#### [EXERCISE PROMPT]
From the line that contains "Where are all" to the last line of the data, every line is to be transcribed exactly; no other line is to be included.

++++++++

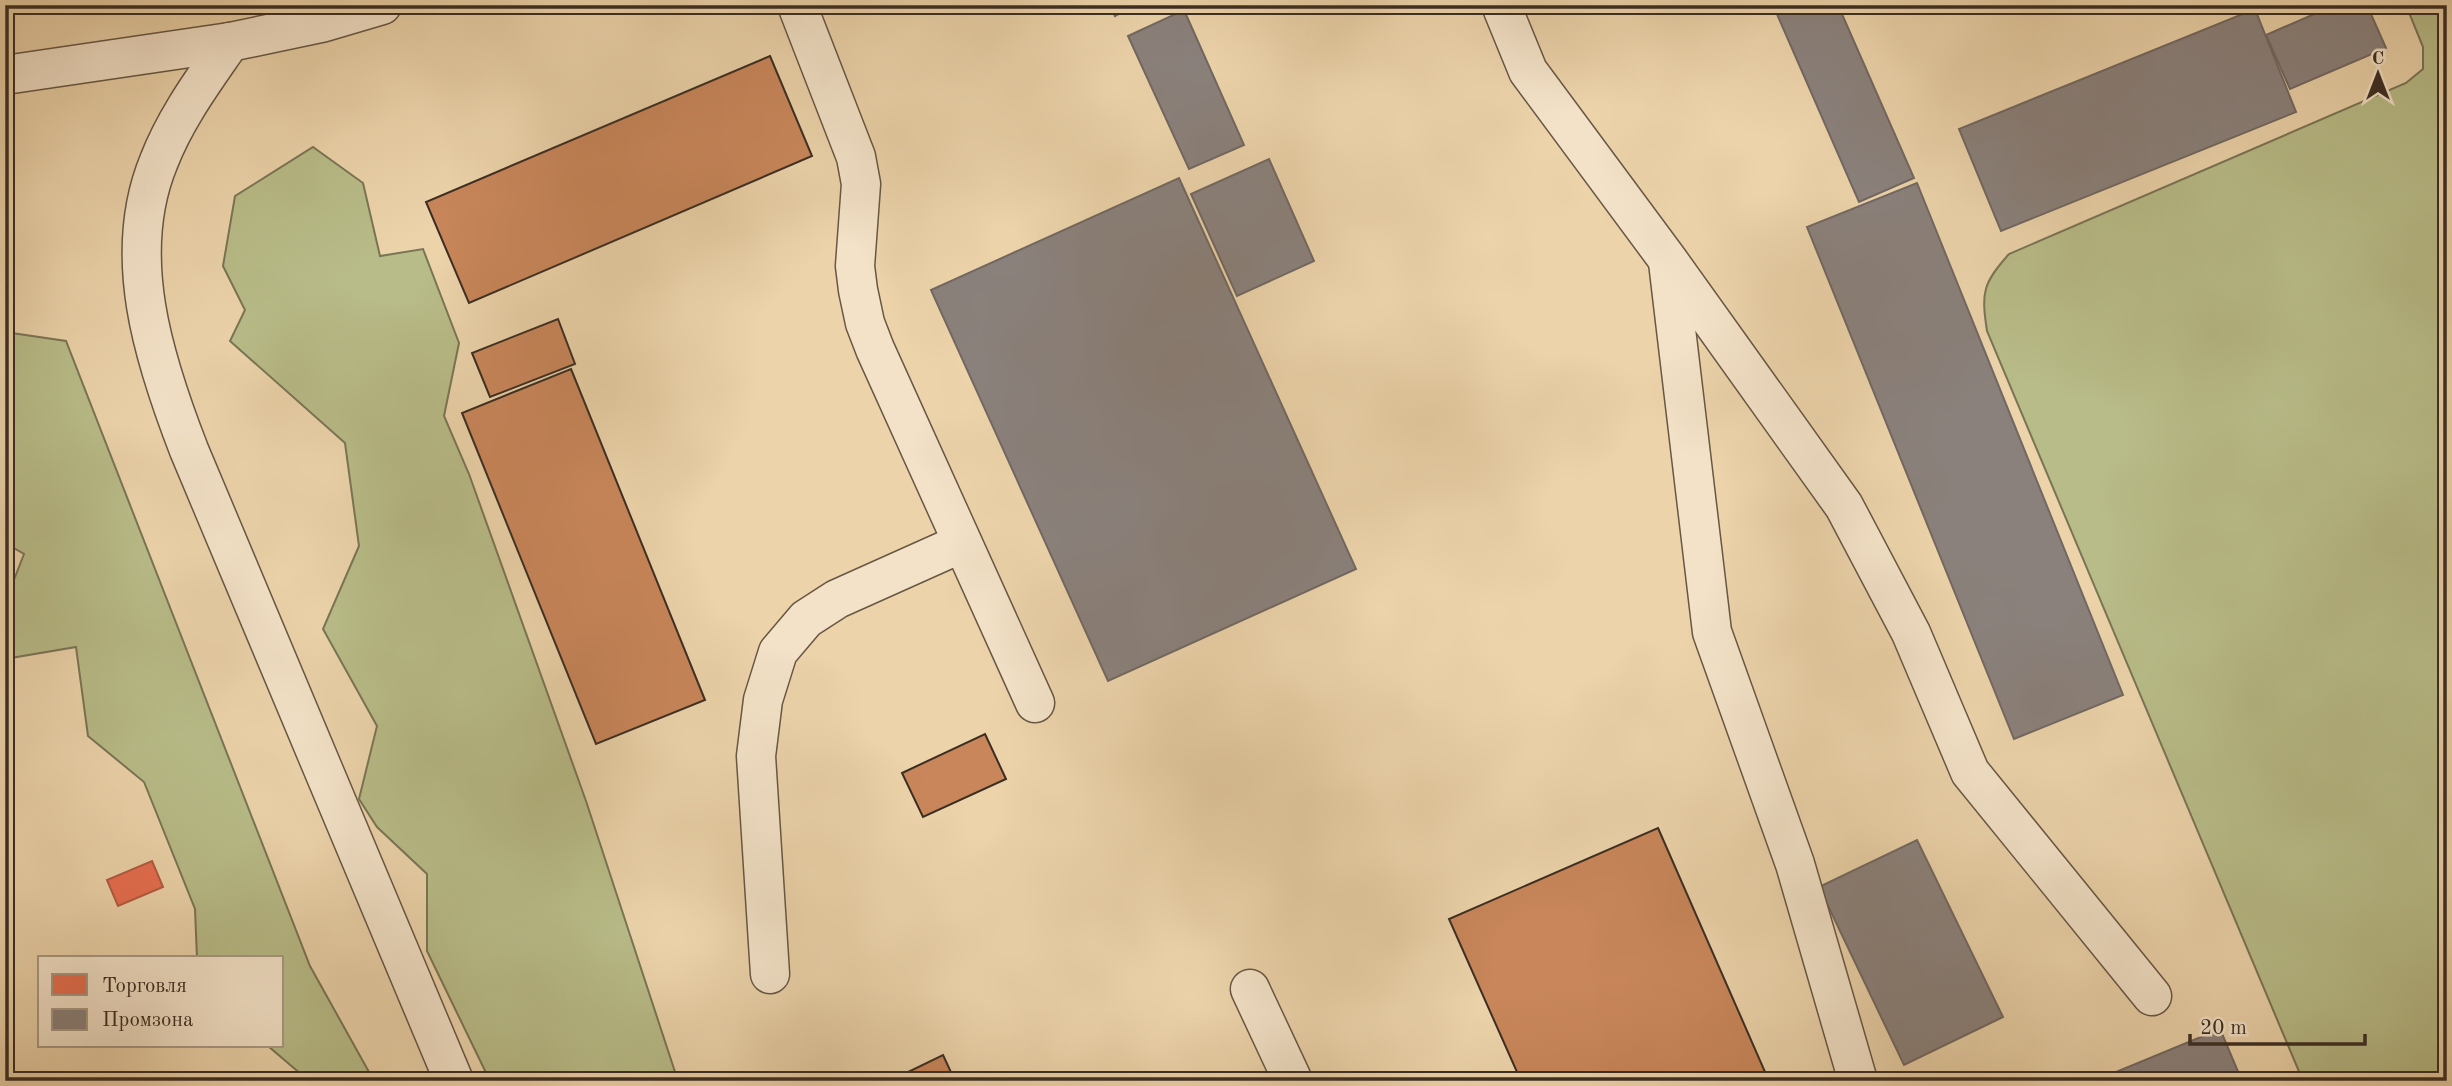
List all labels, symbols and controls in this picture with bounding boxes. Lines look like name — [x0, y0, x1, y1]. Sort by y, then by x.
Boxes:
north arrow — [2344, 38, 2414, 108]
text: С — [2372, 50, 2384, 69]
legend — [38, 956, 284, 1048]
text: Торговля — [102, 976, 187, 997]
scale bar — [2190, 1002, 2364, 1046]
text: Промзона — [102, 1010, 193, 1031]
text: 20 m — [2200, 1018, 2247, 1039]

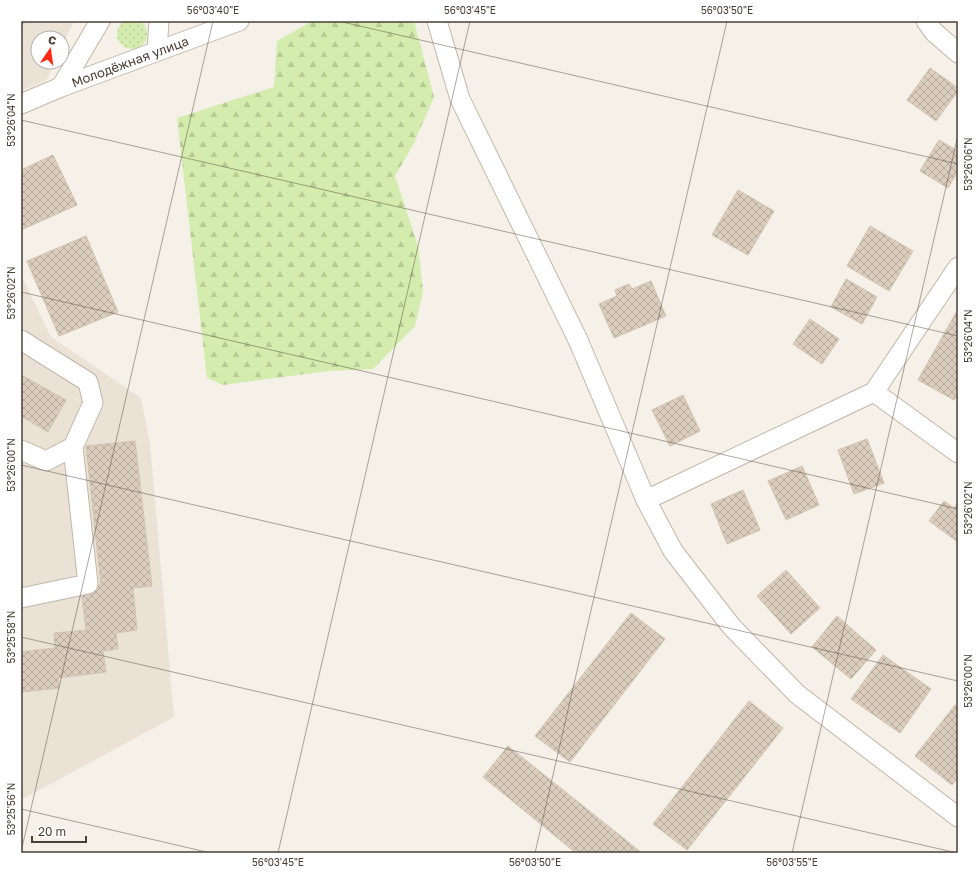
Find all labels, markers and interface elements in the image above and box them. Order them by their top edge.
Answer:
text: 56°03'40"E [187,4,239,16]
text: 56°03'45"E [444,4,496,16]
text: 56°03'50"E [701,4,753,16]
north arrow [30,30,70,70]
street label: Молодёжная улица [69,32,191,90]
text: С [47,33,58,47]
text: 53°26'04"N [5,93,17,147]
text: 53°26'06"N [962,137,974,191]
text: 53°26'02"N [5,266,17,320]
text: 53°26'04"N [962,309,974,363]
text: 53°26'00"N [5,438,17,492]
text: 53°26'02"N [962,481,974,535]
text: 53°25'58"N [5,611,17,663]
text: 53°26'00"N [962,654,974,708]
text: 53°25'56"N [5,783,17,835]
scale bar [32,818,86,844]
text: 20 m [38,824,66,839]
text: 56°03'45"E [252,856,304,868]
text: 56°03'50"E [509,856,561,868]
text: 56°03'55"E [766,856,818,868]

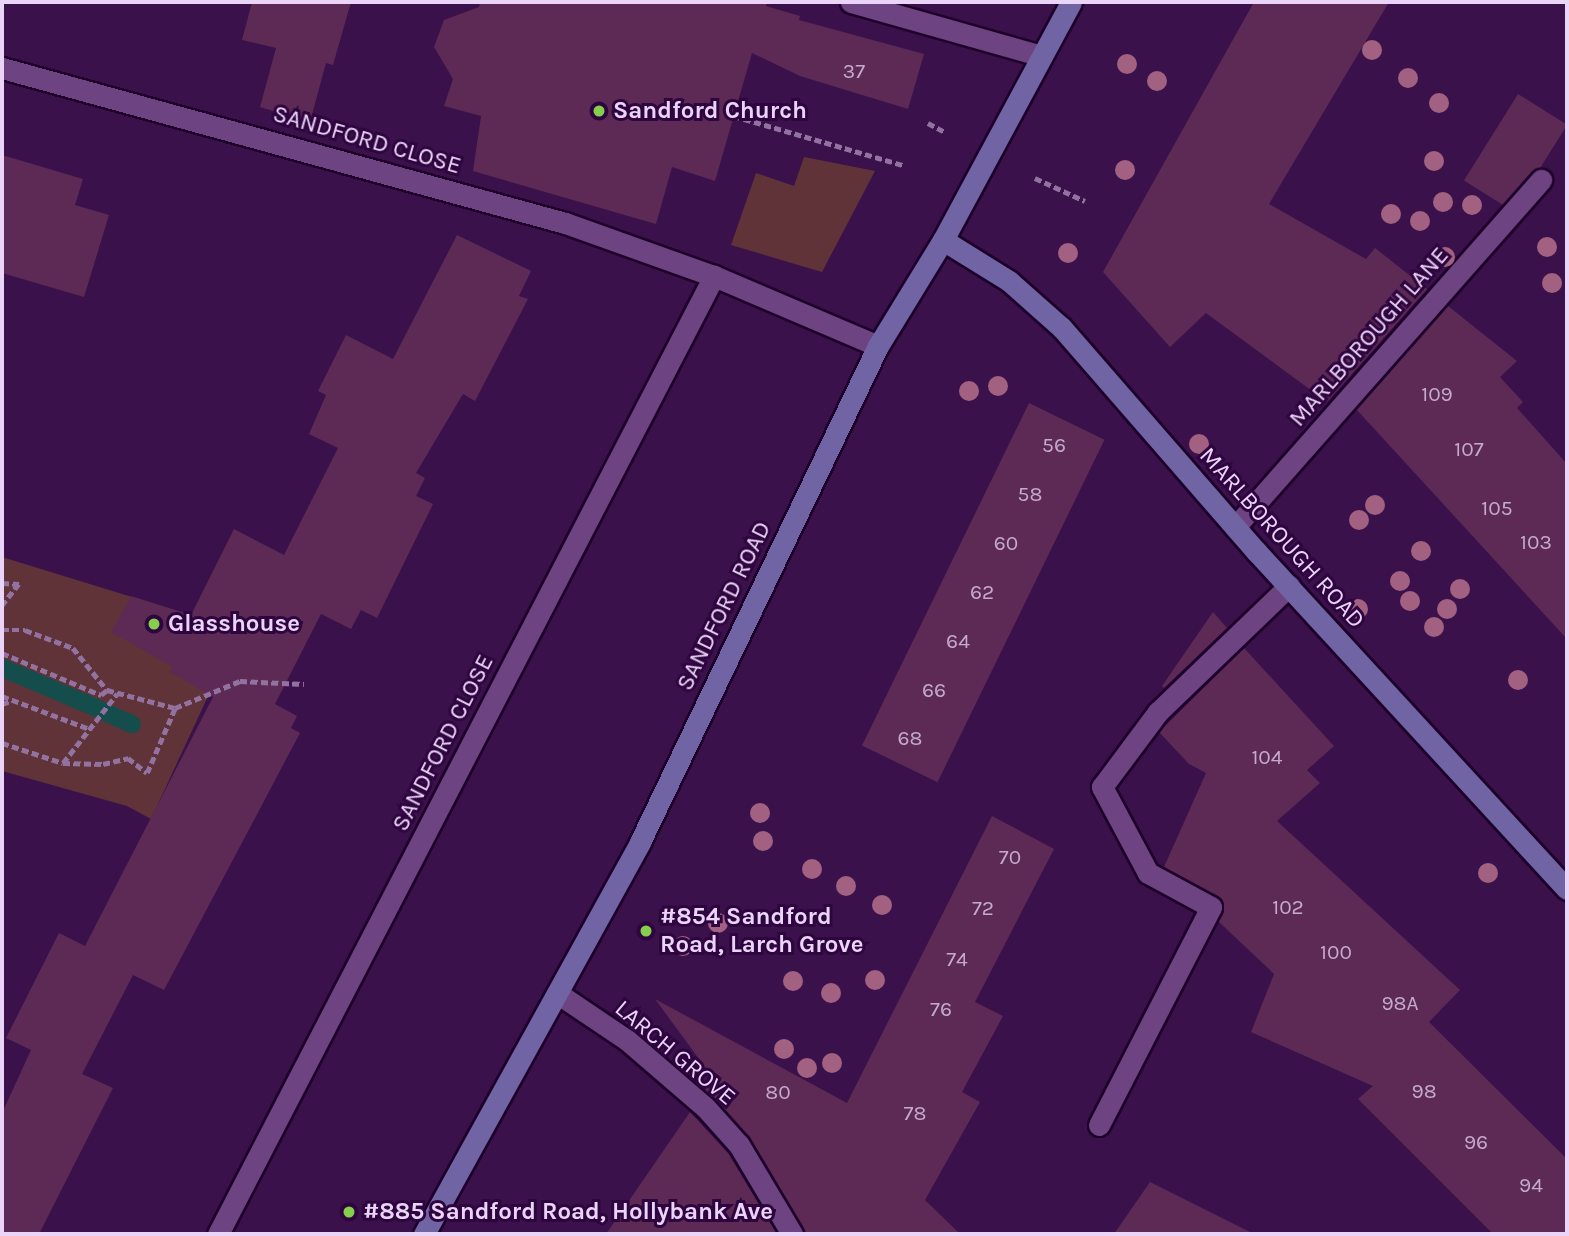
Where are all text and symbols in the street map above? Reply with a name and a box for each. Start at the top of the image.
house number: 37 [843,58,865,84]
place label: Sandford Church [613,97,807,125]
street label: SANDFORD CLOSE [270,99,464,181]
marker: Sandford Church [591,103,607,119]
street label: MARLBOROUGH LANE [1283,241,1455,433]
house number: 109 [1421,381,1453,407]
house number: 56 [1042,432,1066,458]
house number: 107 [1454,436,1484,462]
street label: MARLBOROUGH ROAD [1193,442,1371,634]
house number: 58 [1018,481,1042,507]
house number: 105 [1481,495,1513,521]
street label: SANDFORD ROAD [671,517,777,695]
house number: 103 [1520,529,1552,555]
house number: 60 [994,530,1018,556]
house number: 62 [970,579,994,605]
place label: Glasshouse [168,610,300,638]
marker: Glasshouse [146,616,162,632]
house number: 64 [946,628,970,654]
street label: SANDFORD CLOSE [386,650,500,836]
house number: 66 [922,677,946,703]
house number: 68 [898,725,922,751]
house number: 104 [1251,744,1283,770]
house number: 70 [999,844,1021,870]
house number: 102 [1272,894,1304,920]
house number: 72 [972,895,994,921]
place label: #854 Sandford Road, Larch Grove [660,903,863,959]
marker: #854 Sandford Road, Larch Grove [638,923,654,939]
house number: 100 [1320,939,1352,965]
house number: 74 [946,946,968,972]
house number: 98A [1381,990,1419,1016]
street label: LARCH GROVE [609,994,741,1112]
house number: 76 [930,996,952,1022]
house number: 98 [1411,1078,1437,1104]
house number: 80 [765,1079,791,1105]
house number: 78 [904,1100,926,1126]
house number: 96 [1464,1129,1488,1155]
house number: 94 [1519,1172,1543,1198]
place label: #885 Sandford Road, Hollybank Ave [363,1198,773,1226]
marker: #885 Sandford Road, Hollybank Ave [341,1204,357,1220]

++++++++

#### [RESULT OF THE TASK]
Where are all text and symbols in the street map above? Reply with a name and a box for each. Start at the top of the image.
house number: 37 [843,58,865,84]
place label: Sandford Church [613,97,807,125]
street label: SANDFORD CLOSE [270,99,464,181]
marker: Sandford Church [591,103,607,119]
street label: MARLBOROUGH LANE [1283,241,1455,433]
house number: 109 [1421,381,1453,407]
house number: 56 [1042,432,1066,458]
house number: 107 [1454,436,1484,462]
street label: MARLBOROUGH ROAD [1193,442,1371,634]
house number: 58 [1018,481,1042,507]
house number: 105 [1481,495,1513,521]
street label: SANDFORD ROAD [671,517,777,695]
house number: 103 [1520,529,1552,555]
house number: 60 [994,530,1018,556]
house number: 62 [970,579,994,605]
place label: Glasshouse [168,610,300,638]
marker: Glasshouse [146,616,162,632]
house number: 64 [946,628,970,654]
street label: SANDFORD CLOSE [386,650,500,836]
house number: 66 [922,677,946,703]
house number: 68 [898,725,922,751]
house number: 104 [1251,744,1283,770]
house number: 70 [999,844,1021,870]
house number: 102 [1272,894,1304,920]
house number: 72 [972,895,994,921]
place label: #854 Sandford Road, Larch Grove [660,903,863,959]
marker: #854 Sandford Road, Larch Grove [638,923,654,939]
house number: 100 [1320,939,1352,965]
house number: 74 [946,946,968,972]
house number: 98A [1381,990,1419,1016]
street label: LARCH GROVE [609,994,741,1112]
house number: 76 [930,996,952,1022]
house number: 98 [1411,1078,1437,1104]
house number: 80 [765,1079,791,1105]
house number: 78 [904,1100,926,1126]
house number: 96 [1464,1129,1488,1155]
house number: 94 [1519,1172,1543,1198]
place label: #885 Sandford Road, Hollybank Ave [363,1198,773,1226]
marker: #885 Sandford Road, Hollybank Ave [341,1204,357,1220]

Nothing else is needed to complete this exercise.